Visto de cima, o mar de cabeças cantando em uníssono as canções de Ainda há Tempo, álbum de 2006 relançado em março, faz pensar sobre o que mudou desde a primeira passagem de Criolo por aqui, há quatro anos. À exceção do lançamento de Convoque seu Buda (2014), no Pepsi On Stage, os encontros do cara com o fiel público gaúcho são sempre no Opinião – ontem, tão lotado quanto em todos os shows anteriores, ou mais lotado do que nunca? Difícil saber.

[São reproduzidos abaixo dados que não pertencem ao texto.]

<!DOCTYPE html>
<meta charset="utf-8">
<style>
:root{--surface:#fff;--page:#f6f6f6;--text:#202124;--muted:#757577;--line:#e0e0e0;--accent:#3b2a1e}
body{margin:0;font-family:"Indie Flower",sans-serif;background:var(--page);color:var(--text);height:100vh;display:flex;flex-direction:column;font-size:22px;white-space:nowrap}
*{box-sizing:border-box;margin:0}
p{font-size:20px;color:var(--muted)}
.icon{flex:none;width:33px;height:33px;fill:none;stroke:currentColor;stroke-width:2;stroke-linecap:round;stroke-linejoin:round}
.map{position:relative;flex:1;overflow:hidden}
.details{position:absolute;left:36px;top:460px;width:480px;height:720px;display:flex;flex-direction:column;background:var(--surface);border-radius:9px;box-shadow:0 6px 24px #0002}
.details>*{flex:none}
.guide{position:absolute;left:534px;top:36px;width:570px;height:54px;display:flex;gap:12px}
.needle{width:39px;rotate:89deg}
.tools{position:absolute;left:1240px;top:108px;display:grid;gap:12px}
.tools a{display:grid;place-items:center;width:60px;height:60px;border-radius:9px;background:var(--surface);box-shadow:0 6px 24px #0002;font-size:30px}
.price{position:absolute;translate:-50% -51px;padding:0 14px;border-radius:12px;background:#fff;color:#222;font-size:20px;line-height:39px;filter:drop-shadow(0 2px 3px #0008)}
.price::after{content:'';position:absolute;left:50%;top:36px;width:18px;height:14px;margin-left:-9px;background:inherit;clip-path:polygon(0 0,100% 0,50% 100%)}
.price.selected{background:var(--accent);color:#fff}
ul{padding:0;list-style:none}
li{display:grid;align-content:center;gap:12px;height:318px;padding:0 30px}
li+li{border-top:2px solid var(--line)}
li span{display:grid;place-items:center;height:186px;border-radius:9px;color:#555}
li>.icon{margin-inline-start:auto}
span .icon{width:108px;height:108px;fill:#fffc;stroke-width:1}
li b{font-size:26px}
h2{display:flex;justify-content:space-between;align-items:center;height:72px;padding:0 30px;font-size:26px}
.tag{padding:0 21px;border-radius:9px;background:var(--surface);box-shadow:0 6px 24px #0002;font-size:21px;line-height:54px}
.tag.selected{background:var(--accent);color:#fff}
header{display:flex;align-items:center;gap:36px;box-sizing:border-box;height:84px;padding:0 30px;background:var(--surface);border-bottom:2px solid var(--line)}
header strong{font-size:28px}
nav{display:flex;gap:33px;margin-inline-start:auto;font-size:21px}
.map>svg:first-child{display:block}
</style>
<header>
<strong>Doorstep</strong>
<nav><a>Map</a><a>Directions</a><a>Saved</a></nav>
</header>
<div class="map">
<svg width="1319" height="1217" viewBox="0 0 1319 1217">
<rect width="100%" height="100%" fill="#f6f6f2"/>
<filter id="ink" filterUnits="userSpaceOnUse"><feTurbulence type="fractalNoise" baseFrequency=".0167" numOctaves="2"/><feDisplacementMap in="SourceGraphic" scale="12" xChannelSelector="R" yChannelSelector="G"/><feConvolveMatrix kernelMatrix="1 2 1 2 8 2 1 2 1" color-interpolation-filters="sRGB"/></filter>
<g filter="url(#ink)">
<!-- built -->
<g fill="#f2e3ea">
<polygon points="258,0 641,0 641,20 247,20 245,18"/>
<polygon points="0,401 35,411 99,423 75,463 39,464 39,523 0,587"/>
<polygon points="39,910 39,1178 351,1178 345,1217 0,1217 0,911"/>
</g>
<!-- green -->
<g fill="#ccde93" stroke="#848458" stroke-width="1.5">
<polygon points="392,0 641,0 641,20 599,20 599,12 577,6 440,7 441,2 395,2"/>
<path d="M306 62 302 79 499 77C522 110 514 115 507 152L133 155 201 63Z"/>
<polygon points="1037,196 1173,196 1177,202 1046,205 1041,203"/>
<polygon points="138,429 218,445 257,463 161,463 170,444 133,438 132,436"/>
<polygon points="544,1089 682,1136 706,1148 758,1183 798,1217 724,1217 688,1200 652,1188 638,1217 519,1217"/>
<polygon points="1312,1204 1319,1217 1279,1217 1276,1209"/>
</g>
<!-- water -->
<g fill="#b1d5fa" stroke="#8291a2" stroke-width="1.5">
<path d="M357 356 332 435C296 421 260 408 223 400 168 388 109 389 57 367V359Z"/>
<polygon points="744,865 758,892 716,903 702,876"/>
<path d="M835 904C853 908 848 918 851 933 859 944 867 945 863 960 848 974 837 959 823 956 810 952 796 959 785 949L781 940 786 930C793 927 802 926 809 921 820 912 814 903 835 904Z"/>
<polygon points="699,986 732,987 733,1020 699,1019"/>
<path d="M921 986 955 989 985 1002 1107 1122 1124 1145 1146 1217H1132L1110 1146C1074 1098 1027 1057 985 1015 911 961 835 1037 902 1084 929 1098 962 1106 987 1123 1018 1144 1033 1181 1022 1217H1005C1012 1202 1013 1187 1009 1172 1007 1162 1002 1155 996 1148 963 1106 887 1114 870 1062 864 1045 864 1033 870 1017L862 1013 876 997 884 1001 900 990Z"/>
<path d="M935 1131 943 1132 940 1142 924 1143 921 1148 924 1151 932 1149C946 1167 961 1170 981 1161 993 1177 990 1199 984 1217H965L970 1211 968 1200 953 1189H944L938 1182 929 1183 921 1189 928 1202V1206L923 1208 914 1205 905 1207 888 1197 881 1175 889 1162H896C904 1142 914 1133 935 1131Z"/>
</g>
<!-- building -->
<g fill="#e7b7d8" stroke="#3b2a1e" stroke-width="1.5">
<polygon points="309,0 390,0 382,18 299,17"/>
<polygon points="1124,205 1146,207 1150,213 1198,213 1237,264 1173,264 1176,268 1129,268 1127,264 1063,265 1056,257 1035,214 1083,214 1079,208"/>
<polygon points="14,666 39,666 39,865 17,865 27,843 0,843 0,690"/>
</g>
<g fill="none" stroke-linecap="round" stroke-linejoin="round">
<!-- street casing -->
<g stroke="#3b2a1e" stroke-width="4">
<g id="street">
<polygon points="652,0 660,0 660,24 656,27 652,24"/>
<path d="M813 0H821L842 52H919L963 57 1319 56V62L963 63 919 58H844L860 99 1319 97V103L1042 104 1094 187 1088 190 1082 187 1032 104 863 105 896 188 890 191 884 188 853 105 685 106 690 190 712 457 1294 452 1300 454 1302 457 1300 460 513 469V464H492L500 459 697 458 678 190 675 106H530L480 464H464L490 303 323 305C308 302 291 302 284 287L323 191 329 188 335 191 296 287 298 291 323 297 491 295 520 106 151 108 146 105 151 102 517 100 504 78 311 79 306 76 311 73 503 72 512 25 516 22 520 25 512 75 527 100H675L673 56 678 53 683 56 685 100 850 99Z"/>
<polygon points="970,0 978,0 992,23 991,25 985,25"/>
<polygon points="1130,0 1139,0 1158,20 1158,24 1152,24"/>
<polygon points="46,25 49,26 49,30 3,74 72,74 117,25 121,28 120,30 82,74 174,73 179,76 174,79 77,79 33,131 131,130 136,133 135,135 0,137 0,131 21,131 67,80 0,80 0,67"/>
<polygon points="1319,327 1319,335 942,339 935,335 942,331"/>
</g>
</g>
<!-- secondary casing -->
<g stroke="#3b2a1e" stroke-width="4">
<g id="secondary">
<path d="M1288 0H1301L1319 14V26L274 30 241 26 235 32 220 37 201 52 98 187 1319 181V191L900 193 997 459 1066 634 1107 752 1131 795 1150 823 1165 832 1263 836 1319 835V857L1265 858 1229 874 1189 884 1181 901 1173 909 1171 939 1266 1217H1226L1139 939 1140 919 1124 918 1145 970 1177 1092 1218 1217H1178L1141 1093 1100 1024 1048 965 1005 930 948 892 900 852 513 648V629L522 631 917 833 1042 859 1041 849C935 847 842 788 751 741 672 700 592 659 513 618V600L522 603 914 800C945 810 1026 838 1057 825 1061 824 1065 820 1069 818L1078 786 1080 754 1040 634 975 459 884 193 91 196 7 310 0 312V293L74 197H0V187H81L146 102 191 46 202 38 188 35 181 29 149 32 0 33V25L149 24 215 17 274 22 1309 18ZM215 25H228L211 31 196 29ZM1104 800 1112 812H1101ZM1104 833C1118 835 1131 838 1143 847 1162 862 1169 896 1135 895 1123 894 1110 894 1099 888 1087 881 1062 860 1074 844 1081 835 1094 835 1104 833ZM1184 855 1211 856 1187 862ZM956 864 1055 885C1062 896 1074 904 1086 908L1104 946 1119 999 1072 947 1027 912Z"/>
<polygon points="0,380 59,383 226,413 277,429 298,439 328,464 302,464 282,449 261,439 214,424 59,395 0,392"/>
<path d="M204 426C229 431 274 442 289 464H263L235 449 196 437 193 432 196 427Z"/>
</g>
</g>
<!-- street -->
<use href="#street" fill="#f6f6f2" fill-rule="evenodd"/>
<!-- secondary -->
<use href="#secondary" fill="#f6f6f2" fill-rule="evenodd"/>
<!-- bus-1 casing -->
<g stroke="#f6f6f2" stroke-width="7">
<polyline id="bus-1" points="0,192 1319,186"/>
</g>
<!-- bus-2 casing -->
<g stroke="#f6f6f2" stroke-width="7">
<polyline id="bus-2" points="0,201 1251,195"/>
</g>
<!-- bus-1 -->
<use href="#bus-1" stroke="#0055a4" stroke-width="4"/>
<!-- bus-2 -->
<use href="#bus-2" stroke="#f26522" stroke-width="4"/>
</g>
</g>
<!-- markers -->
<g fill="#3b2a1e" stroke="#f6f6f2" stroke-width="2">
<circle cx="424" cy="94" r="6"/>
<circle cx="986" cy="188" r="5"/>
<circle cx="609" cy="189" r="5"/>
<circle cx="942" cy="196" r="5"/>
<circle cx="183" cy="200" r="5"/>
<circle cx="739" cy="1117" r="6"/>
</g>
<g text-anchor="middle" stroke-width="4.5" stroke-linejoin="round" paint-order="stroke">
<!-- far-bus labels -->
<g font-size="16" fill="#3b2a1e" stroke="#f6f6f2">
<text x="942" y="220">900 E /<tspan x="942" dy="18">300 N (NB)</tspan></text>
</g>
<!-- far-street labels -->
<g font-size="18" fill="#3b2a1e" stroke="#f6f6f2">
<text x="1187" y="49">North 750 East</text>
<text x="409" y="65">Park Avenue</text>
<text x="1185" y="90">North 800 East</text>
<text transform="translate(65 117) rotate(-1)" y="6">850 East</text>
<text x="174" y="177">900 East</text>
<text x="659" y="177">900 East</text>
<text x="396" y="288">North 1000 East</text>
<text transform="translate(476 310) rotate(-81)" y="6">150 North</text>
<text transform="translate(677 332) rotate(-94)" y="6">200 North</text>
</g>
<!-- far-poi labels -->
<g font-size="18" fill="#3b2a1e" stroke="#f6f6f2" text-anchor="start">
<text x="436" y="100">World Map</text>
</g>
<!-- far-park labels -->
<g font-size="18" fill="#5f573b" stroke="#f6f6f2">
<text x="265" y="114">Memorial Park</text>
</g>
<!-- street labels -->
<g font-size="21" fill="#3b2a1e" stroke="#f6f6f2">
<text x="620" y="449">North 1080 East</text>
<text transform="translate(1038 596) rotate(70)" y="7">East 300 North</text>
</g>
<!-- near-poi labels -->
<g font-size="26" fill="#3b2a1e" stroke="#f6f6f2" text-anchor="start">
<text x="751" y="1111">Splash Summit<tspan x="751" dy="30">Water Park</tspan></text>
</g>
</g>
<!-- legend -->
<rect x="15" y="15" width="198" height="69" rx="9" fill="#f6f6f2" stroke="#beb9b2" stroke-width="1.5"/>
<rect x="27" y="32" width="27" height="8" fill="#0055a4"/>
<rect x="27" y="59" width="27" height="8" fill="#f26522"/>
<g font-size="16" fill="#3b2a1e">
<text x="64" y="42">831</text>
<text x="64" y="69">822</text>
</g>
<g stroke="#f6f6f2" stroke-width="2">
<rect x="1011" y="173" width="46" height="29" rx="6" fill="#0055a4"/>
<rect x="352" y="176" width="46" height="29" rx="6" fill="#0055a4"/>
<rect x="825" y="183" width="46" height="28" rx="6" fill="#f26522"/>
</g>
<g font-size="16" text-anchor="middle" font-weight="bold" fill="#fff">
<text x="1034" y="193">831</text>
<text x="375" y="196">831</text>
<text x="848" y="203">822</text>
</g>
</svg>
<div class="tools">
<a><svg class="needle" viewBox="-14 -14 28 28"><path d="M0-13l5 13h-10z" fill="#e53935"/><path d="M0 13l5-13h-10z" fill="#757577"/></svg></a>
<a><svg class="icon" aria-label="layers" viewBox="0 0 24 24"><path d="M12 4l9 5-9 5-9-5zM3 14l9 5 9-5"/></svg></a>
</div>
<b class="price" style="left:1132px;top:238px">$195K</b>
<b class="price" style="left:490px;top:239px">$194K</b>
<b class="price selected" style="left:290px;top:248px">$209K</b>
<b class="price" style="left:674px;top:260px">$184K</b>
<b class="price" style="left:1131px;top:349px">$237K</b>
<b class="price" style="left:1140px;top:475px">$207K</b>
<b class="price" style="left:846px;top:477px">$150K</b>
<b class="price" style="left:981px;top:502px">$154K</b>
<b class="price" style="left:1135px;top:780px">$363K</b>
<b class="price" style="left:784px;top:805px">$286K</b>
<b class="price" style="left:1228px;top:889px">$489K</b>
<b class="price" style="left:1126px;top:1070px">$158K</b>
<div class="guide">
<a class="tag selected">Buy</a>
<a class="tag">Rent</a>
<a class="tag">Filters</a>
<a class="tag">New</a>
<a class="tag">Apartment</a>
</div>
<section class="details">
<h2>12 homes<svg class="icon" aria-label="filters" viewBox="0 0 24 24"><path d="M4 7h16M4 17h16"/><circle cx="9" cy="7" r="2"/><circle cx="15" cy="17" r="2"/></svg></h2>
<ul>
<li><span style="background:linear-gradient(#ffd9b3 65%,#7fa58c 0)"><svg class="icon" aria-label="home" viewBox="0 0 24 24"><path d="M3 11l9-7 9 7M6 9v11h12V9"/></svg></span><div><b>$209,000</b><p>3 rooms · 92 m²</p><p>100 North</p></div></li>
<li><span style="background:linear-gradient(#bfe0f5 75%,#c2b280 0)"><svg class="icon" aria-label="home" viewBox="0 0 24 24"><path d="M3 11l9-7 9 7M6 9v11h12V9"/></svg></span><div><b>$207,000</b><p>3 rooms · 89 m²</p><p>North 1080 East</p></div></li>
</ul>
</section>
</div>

Aos 40 anos, 27 de carreira, Criolo está menos messiânico e mais leve, mas não deixa de ser político. Logo depois da primeira música, “No Sapatinho”, manifestou-se em defesa dos estudantes gaúchos que, em 15 de junho, ocuparam a Secretaria da Fazenda (Sefaz) e, agora, correm o risco de serem presos. O show prosseguiu com os hits absolutos “Duas de Cinco” e “Lion Man”. Quem esperava um discurso mais contundente em clima de Olimpíada, entretanto, satisfez-se com o momento ”Fora Temer” puxado pelo público e a gritaria pela desmilitarização da polícia antes do bis.
A leveza também se dá, em parte, pelo formato mais enxuto: Criolo parece confortável acompanhado apenas dos DJs DanDan e Marco. Daniel Ganjamen, na mesa de som, mixa ao vivo e assina a direção musical da turnê. O palco mais vazio tem como cenário uma imensa tela de LED com animações criadas pelo artista plástico Alexandre Orion. A banda, entretanto, faz falta em alguns momentos, especialmente nas canções de Nó na Orelha (2011). A plateia, que canta junto absolutamente todas as canções, não parece se importar.
Um dos momentos mais bonitos e importantes da noite foi a mensagem da Anistia Internacional. Criolo assina a trilha da campanha “Jovem Negro Vivo” desde 2014 e, nesta turnê, está acompanhado de uma equipe que recolhe assinaturas para a petição. A mensagem:
Dos 30 mil jovens vítimas de homicídios por ano no Brasil, 77% são negros.
A plateia de Criolo em Porto Alegre, entretanto, tornou-se majoritariamente branca – o que tem certa carga simbólica. O artista não faz distinção diante de seu público, eu que faço. Se antes, as canções de Ainda há Tempo eram a cereja do bolo, que identificavam os fãs mais antigos na massa, do relançamento para cá, deu tempo de todo mundo decorá-las. Com três discos de estúdio e uma penca de hits, Criolo tornou-se um gigante, provavelmente o grande ícone desta geração. Mas terá sua mensagem inicial se perdido em meio a tanta popularidade? Uma das meninas da Anistia me contou, na saída do show, que um rapaz perguntou “o que isso tem a ver?” depois de ser convidado à assinar a petição. O genocídio dos jovens negros no Brasil? Com Criolo? Ora, na melhor das hipóteses, tudo.
Provavelmente o fã o fez logo depois de cantar emocionado “as pessoas não estão más, elas só estão perdidas”, na canção-estrela do bis, “Ainda há tempo”.